A baby desert tortoise | Photo: National Park Service
by Chris Clarke
A first-of-its-kind center for studying the federally Threatened desert tortoise was formally donated to the Mojave National Preserve on Friday.
The Ivanpah Desert Tortoise Research Facility, built by Chevron on land provided by the mining firm Molycorp, will enable researchers to find out whether so-called "headstarting" programs for juvenile tortoises are really helping combat the tortoises' population decline.
The facility, which includes two acres of tortoise habitat with predator-proof fencing and a state-of-the-art laboratory, was completed in 2012, and was managed by the nonprofit National Park Trust until Friday's formal land transfer and dedication.

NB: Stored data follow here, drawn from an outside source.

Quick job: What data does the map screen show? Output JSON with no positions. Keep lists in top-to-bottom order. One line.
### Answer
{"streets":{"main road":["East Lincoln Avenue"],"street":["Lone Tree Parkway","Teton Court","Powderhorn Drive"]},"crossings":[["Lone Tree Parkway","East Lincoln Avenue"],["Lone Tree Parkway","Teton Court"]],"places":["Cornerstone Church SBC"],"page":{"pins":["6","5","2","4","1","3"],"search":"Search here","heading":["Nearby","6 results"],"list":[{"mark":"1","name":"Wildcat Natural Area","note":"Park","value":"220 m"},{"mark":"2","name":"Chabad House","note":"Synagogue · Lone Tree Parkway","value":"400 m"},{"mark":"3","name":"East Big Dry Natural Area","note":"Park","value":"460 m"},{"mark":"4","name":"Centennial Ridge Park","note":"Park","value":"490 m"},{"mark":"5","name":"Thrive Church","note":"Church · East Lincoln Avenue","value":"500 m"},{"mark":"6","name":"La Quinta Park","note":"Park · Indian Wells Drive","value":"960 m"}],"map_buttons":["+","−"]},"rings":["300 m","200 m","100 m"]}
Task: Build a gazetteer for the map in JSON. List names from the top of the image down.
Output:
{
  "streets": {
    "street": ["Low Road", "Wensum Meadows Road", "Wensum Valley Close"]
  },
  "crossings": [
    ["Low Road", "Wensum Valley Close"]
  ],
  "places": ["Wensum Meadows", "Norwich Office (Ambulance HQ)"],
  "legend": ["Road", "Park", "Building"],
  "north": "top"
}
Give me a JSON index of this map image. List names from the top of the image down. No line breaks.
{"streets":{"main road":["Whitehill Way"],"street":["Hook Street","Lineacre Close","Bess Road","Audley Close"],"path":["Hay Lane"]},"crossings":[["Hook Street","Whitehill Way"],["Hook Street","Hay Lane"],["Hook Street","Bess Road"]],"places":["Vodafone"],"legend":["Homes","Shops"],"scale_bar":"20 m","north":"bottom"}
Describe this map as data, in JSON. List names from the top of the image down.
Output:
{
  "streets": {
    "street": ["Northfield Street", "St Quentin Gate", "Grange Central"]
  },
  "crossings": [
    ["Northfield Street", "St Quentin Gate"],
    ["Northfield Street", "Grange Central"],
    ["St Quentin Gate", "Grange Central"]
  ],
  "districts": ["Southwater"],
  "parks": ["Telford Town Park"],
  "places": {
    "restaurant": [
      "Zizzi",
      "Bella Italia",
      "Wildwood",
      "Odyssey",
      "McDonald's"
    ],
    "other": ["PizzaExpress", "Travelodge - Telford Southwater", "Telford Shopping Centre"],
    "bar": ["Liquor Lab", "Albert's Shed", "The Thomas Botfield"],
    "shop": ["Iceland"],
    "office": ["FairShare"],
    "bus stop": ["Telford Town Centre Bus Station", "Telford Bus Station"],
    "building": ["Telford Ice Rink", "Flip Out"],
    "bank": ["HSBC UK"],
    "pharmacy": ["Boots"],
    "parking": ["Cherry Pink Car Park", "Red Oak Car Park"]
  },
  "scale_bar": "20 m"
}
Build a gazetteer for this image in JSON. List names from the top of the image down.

"This new facility provides scientists the opportunity to test methods for increasing the survival of juvenile tortoises to reproductive age," said Stephanie Dubois, Superintendent of the Mojave National Preserve. "This research could lead to the development of proven methods for recovering this species that continues to decline. We appreciate the work of our partners in making this facility a reality."
Juvenile desert tortoises have it tough. They're easy pickings for predators such as coyotes and ravens, both of which species have increased in number as a result of human development of the desert. Tortoises in their first few years of life haven't yet grown a shell tough enough to withstand a hungry raven's beak or coyote jaws. Increased predation by coyotes and ravens is considered a major factor in the federally Threatened species' decline.
In "headstarting" programs, female desert tortoises known to be carrying fertilized eggs are moved to the facility, allowed to lay their eggs, and then returned to their home territories. The hatchlings are kept in areas protected from predators, then released into new territories when their caretakers deem them tough enough to go it alone.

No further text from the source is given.